[jira] [Updated] (SPARK-46198) Unexpected Shuffle Read when using cached DataFrame

2023-12-01 Thread Vitaliy Savkin (Jira)


 [ 
https://issues.apache.org/jira/browse/SPARK-46198?page=com.atlassian.jira.plugin.system.issuetabpanels:all-tabpanel
 ]

Vitaliy Savkin updated SPARK-46198:
---
Description: 
When a computation is based on a cached data frame, I expect to see no Shuffle 
Reads, but they happen under certain circumstances.

*Reproduction*
{code:scala}
val ctx: SQLContext = // init context 
val root = "s3a://af-data-eu-west-1-stg-parquet/vitalii-test-coalesce"

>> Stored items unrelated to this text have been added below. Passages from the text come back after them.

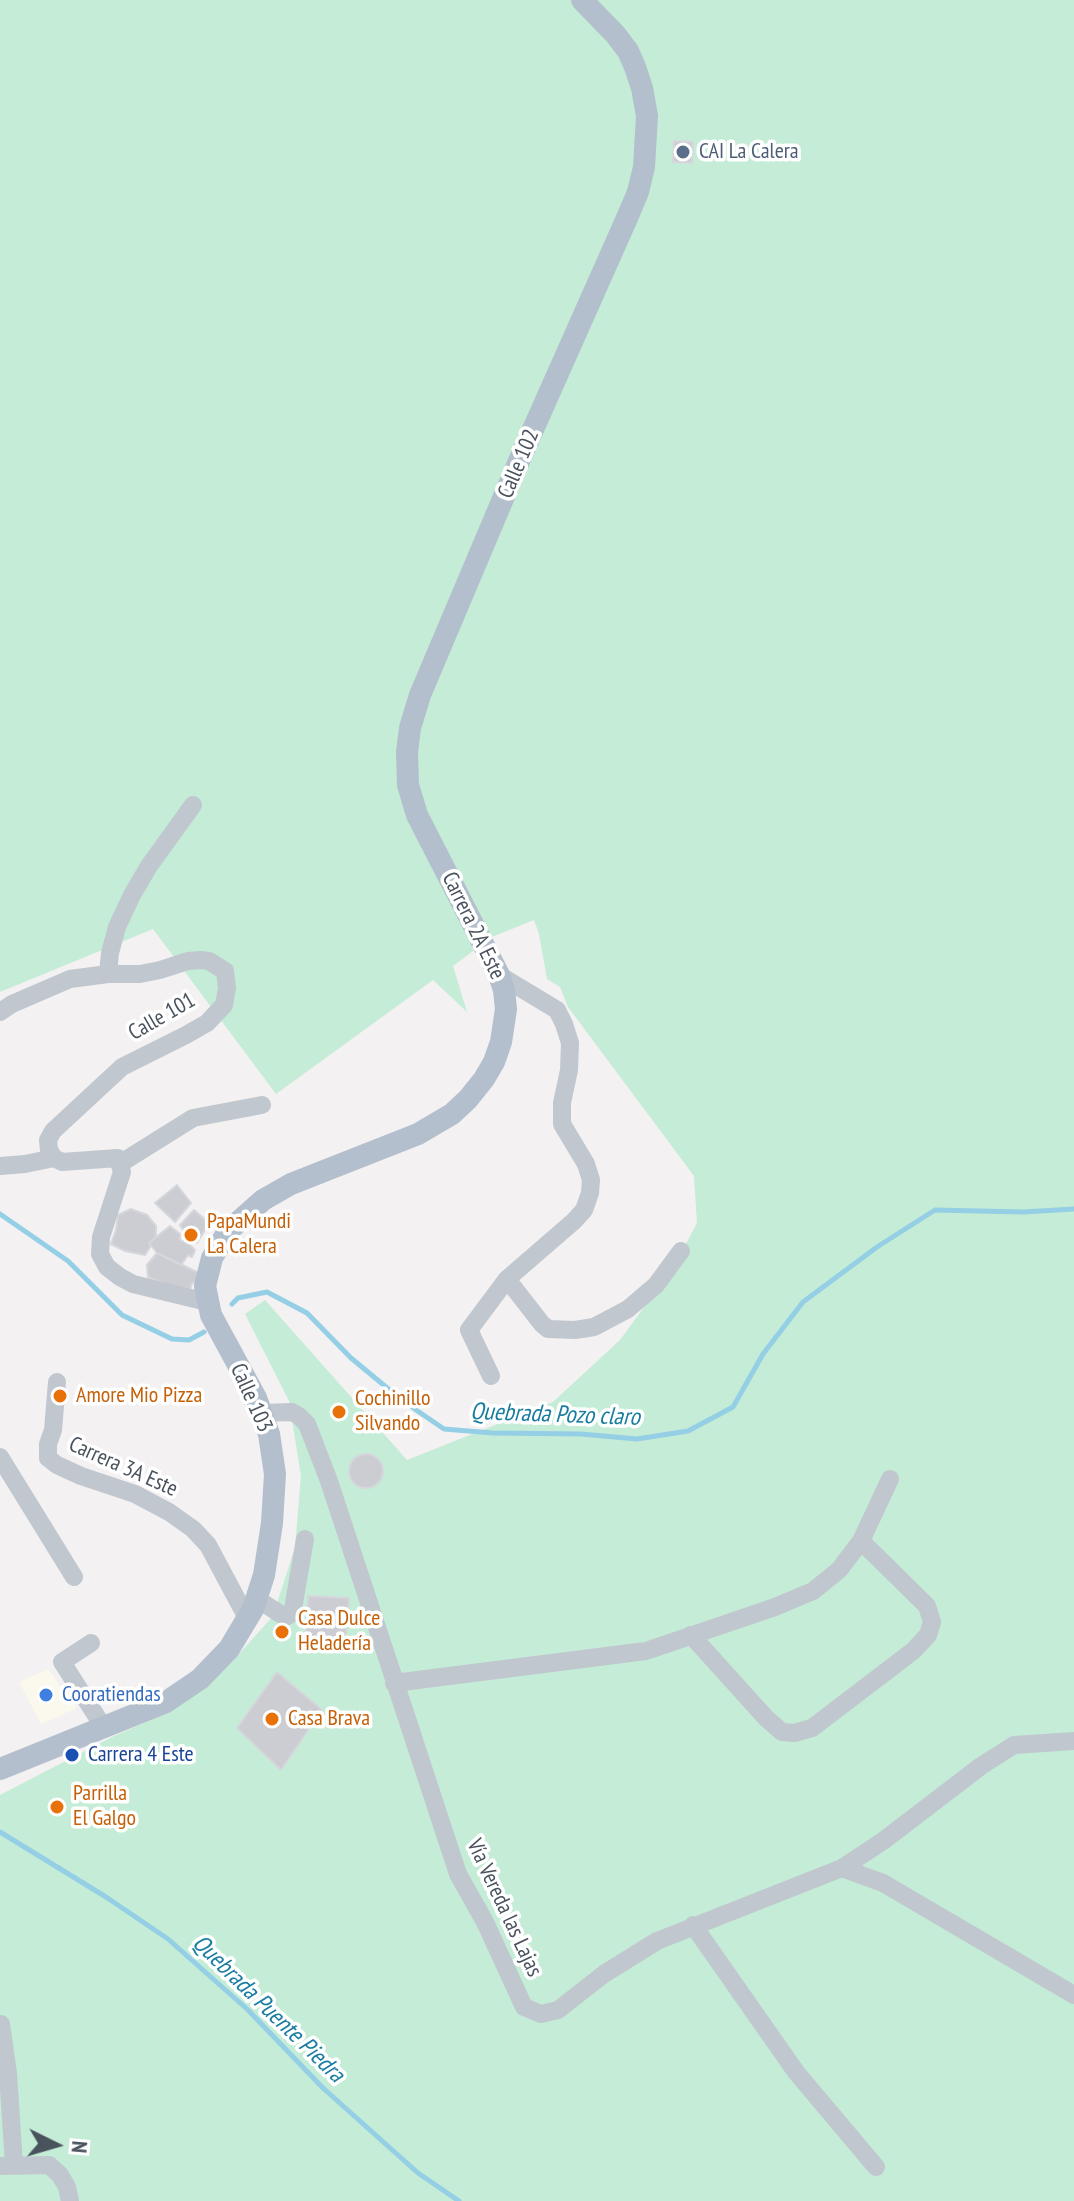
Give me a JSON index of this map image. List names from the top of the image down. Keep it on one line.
{"streets":{"main road":["Calle 102","Carrera 2A Este","Calle 103"],"street":["Calle 101","Carrera 3A Este","Vía Vereda las Lajas"]},"crossings":[["Calle 102","Carrera 2A Este"],["Carrera 2A Este","Calle 103"],["Calle 103","Carrera 3A Este"],["Calle 103","Vía Vereda las Lajas"]],"water":["Quebrada Pozo claro","Quebrada Puente Piedra"],"places":["CAI La Calera","PapaMundi La Calera","Amore Mio Pizza","Cochinillo Silvando","Casa Dulce Heladería","Cooratiendas","Casa Brava","Carrera 4 Este","Parrilla El Galgo"],"north":"right"}
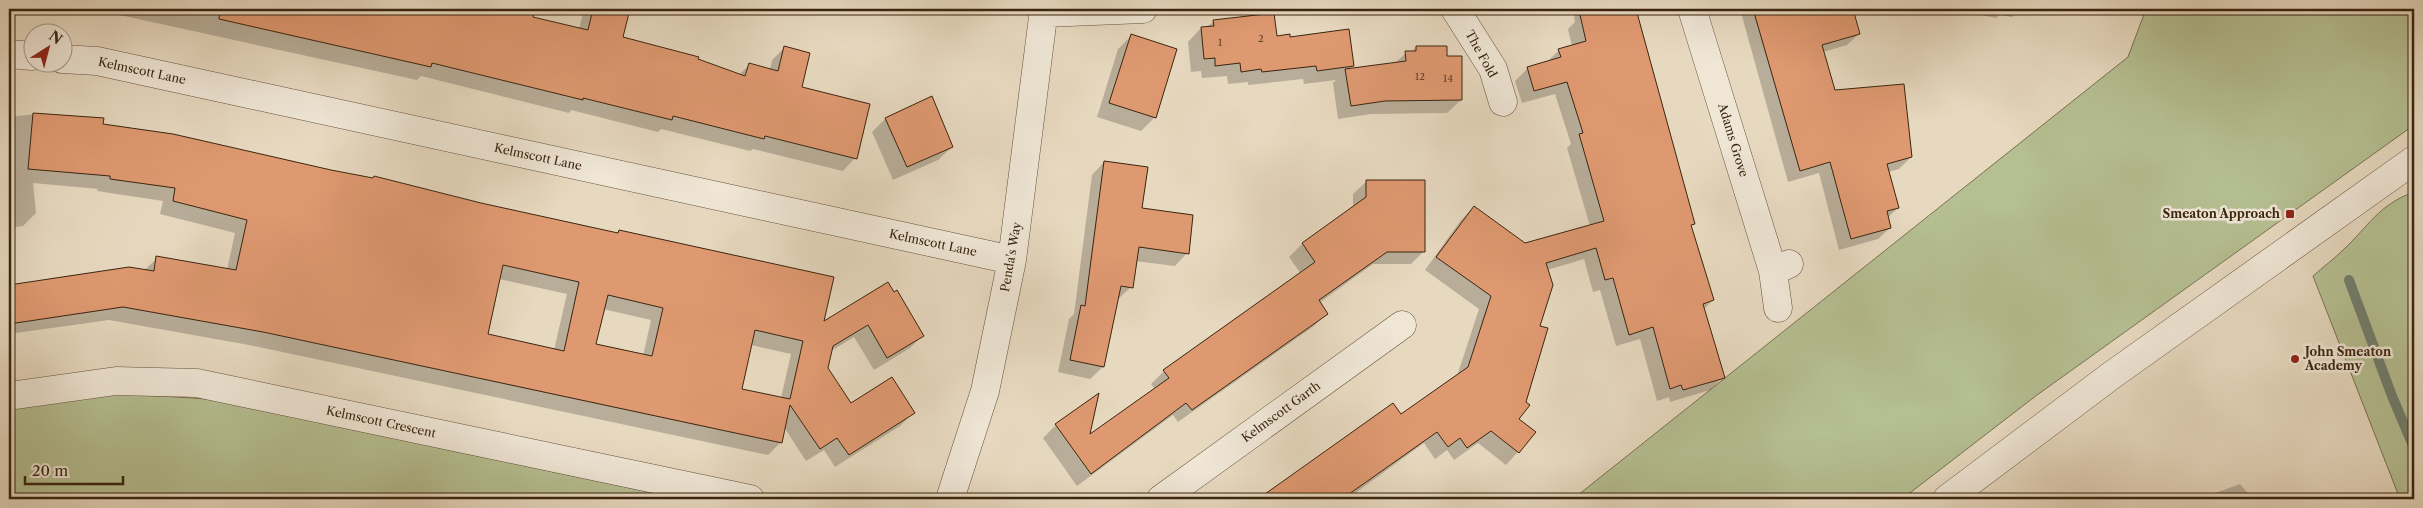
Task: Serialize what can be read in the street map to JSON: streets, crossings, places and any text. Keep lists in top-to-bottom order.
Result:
{
  "streets": {
    "street": [
      "The Fold",
      "Kelmscott Lane",
      "Adams Grove",
      "Penda's Way",
      "Kelmscott Garth",
      "Kelmscott Crescent"
    ]
  },
  "crossings": [
    ["Kelmscott Lane", "Penda's Way"]
  ],
  "places": {
    "transit": ["Smeaton Approach"],
    "other": ["John Smeaton Academy"]
  },
  "house_numbers": [
    "2",
    "1",
    "12",
    "14"
  ],
  "scale_bar": "20 m",
  "north": "top right"
}
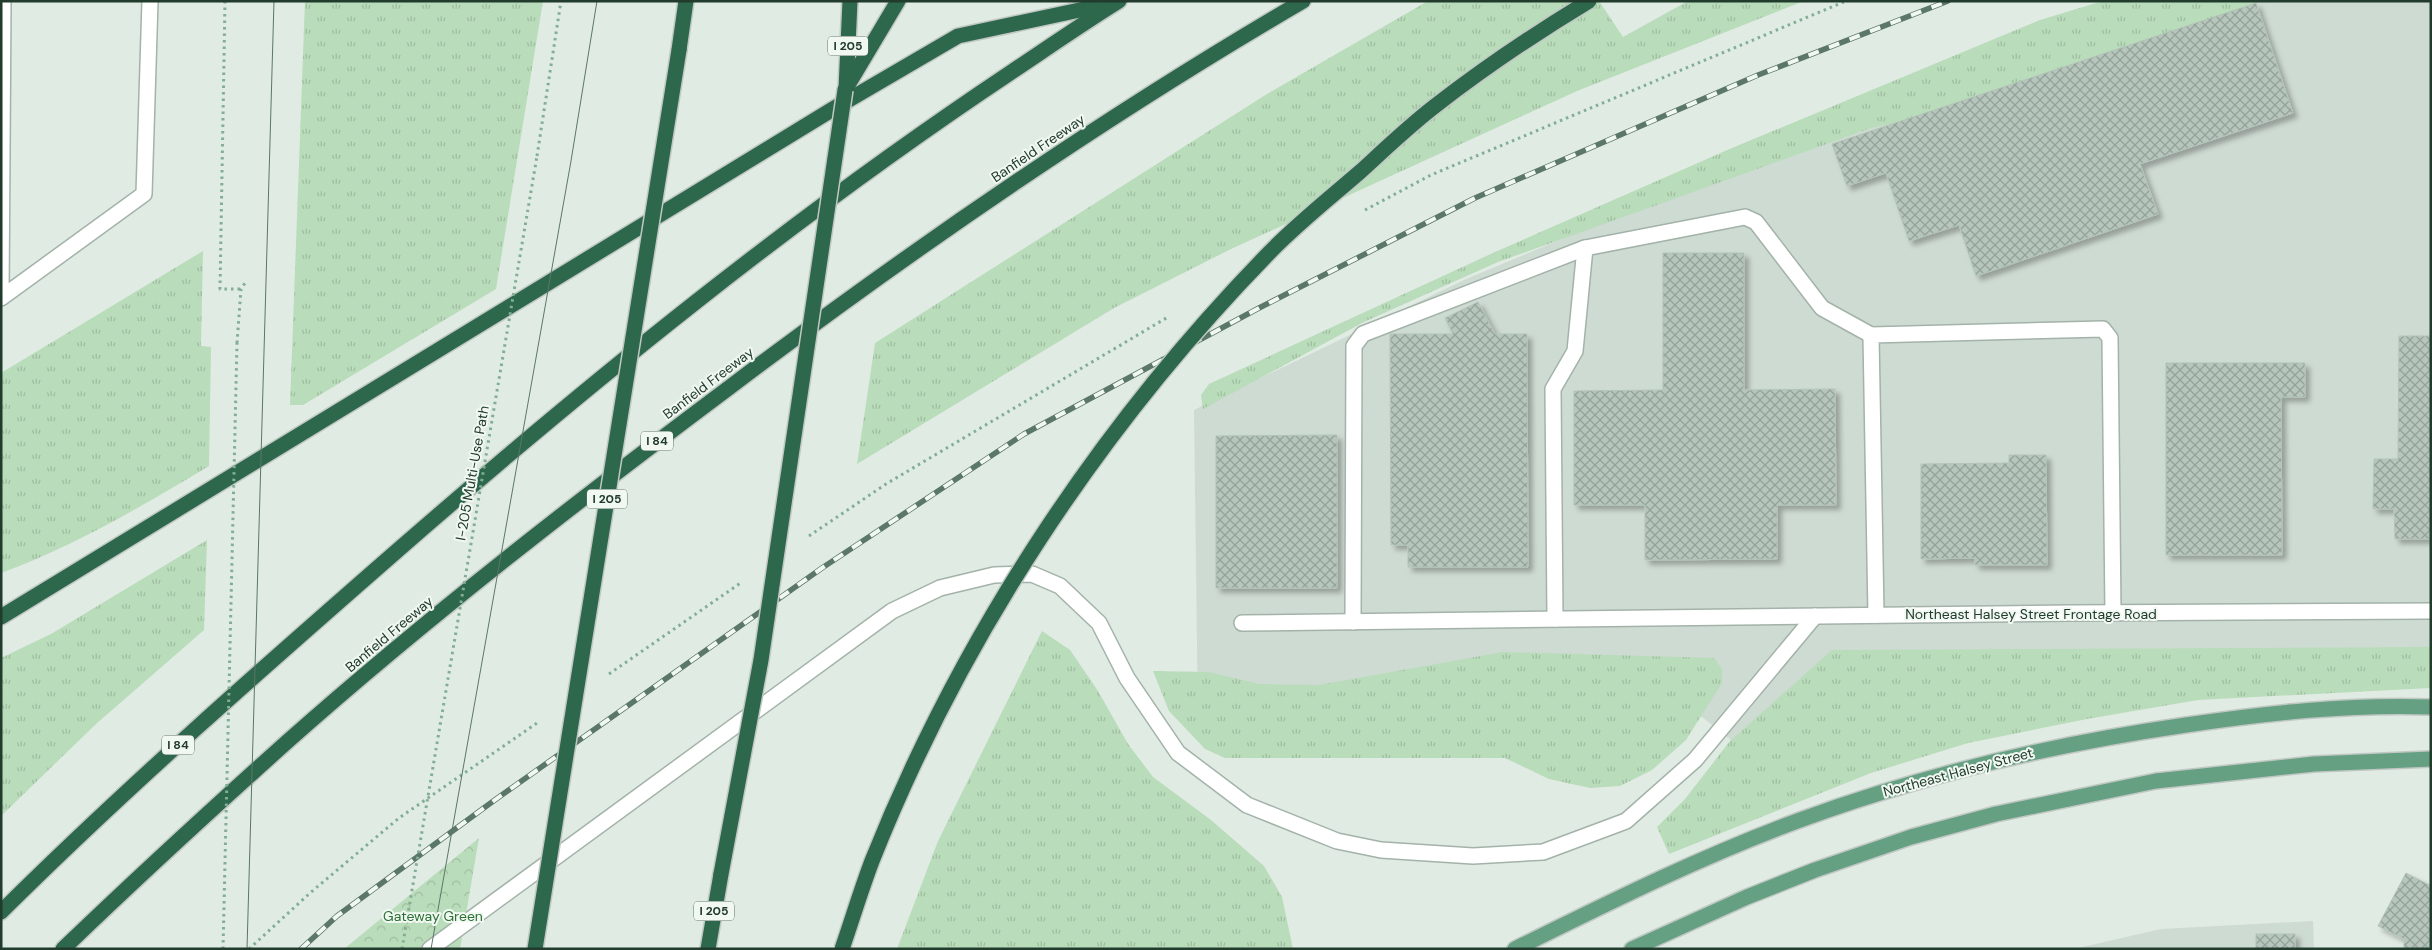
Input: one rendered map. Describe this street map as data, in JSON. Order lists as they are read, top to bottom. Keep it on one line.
{"streets":{"highway":["I 205","Banfield Freeway","I 84"],"main road":["Northeast Halsey Street"],"street":["Northeast Halsey Street Frontage Road"],"path":["I-205 Multi-Use Path"]},"parks":["Gateway Green"]}
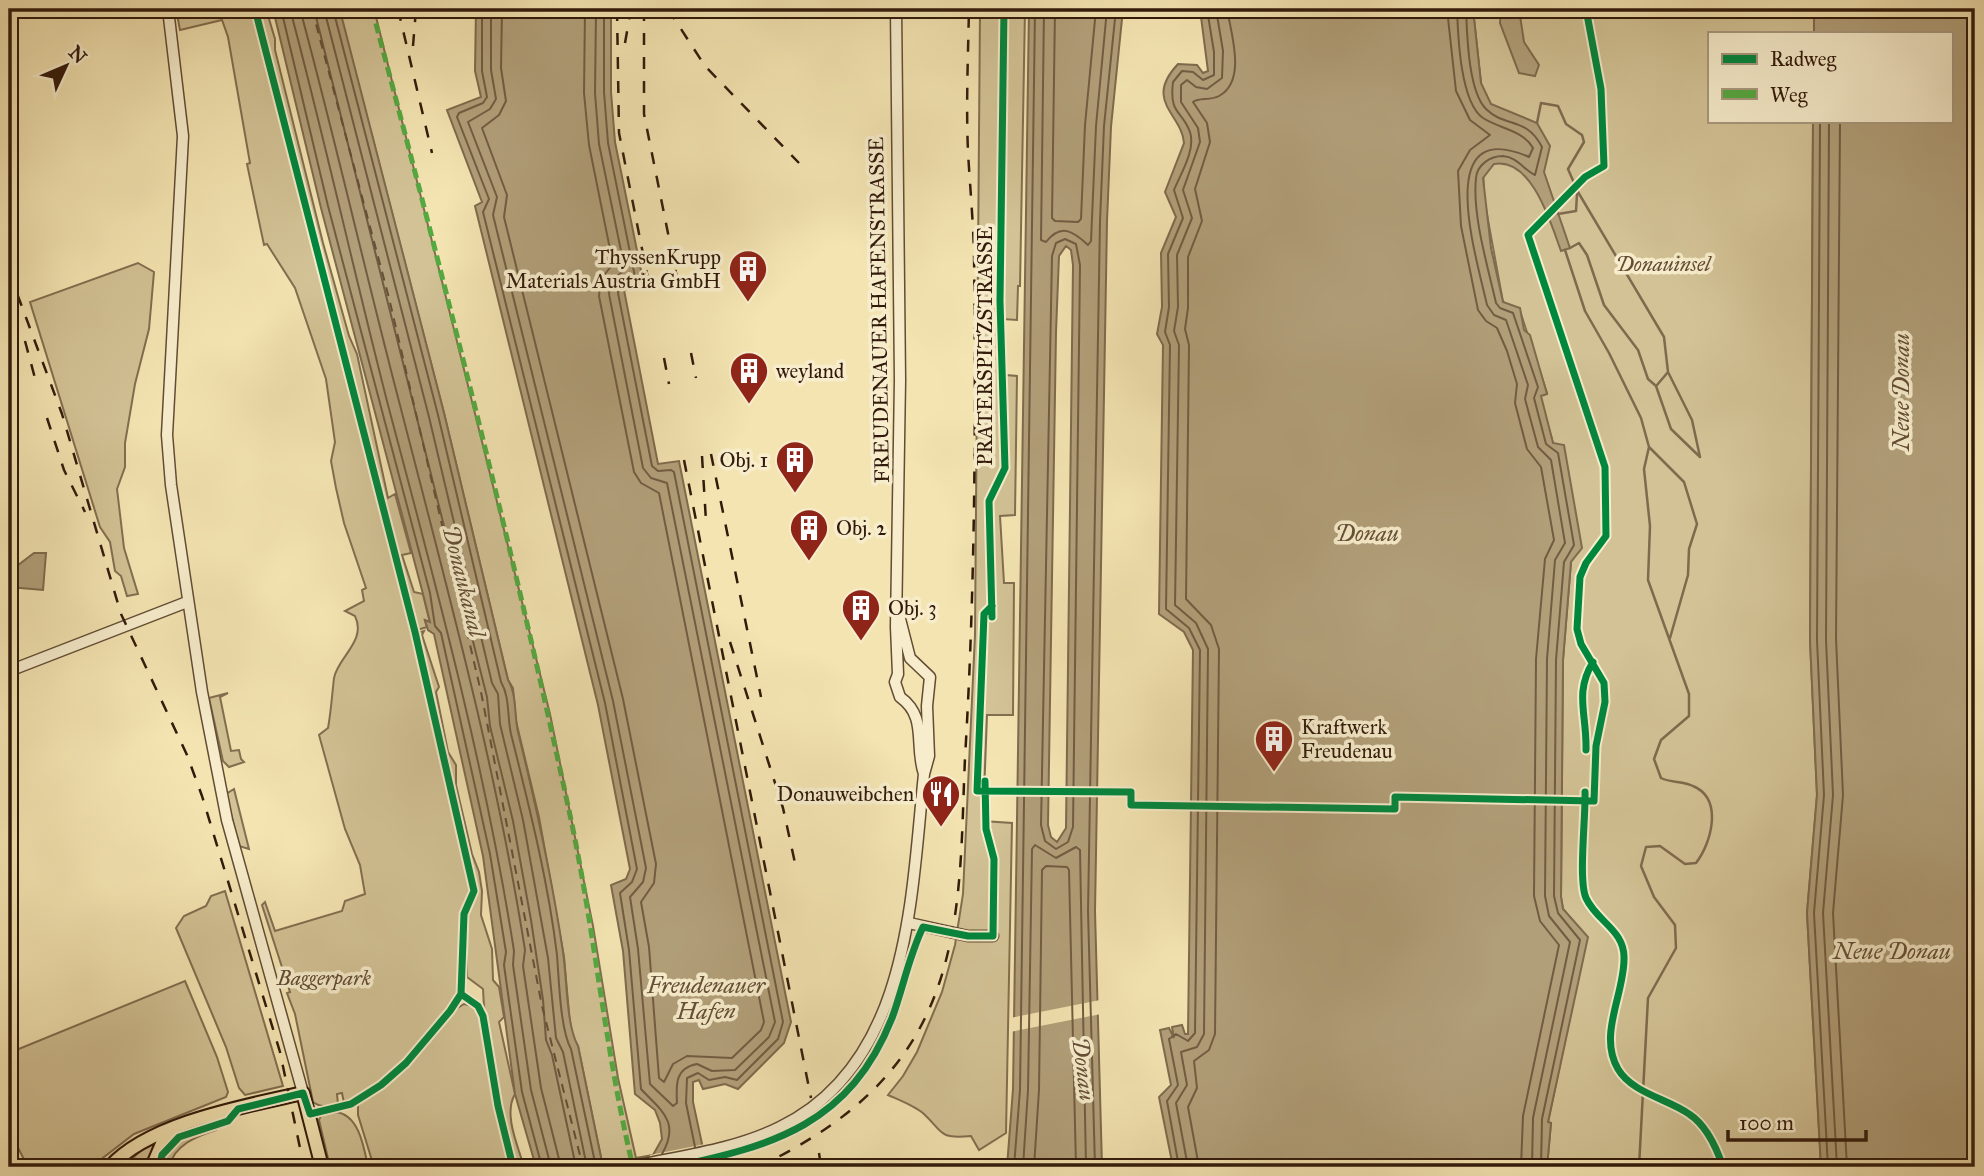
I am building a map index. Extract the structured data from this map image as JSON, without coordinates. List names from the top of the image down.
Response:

def populateAndRead(tag: String): DataFrame = {
  val path = s"$root/numbers_$tag"
//  import ctx.implicits._
//  import org.apache.spark.sql.functions.lit
//  (0 to 10 * 1000 * 1000)
//.toDF("id")
//.withColumn(tag, lit(tag.toUpperCase))
//.repartition(100)
//.write
//.option("header", "true")
//.mode("ignore")
//.csv(path)

  ctx.read.option("header", "true").csv(path).withColumnRenamed("id", tag + 
"_id")
}

val dfa = populateAndRead("a1")
val dfb = populateAndRead("b1")
val res =
  dfa.join(dfb, dfa("a1_id") === dfb("b1_id"))
.unionByName(dfa.join(dfb, dfa("a1") === dfb("b1")))
.cache()

println(res.count())
res.coalesce(1).write.mode("overwrite").csv(s"$root/numbers")
{code}
Relevant configs
{code:scala}
spark.executor.instances=10
spark.executor.cores=7
spark.executor.memory=40g
spark.executor.memoryOverhead=5g

spark.shuffle.service.enabled=true
spark.sql.adaptive.enabled=false
spark.sql.autoBroadcastJoinThreshold=-1
{code}
Spark Plan says that cache is used
{code:scala}
== Physical Plan ==
Execute InsertIntoHadoopFsRelationCommand (27)
+- Coalesce (26)
   +- InMemoryTableScan (1)
         +- InMemoryRelation (2)
               +- Union (25)
                  :- * SortMergeJoin Inner (13)
                  :  :- * Sort (7)
                  :  :  +- Exchange (6)
                  :  :     +- * Project (5)
                  :  :        +- * Filter (4)
                  :  :           +- Scan csv  (3)
                  :  +- * Sort (12)
                  :     +- Exchange (11)
                  :        +- * Project (10)
                  :           +- * Filter (9)
                  :              +- Scan csv  (8)
                  +- * SortMergeJoin Inner (24)
                     :- * Sort (18)
                     :  +- Exchange (17)
                     :     +- * Project (16)
                     :        +- * Filter (15)
                     :           +- Scan csv  (14)
                     +- * Sort (23)
                        +- Exchange (22)
                           +- * Project (21)
                              +- * Filter (20)
                                 +- Scan csv  (19)
{code}
But when running on YARN, the csv job has shuffle reads.

!shuffle.png!

*Additional info*
 - I was unable to reproduce it with local Spark.
 - If {{.withColumnRenamed("id", tag + "_id")}} is dropped and the join 
conditions are changed to just {{{}"id"{}}}, the issue disappears!
 - This behaviour is stable - it's not a result of failed instances.

*Production impact*

Without cache saving data in production takes much longer (30 seconds vs 18 
seconds). To avoid shuffle reads, we had to add a {{repartition}} step before 
{{cache}} as a workaround, which reduced time from 18 seconds to 10.

  was:
When a computation is base on a cached data frames, I expect to see no Shuffle 
Reads, but it happens under certain circumstances.

*Reproduction*
{code:scala}
val ctx: SQLContext = // init context 
val root = "s3a://af-data-eu-west-1-stg-parquet/vitalii-test-coalesce"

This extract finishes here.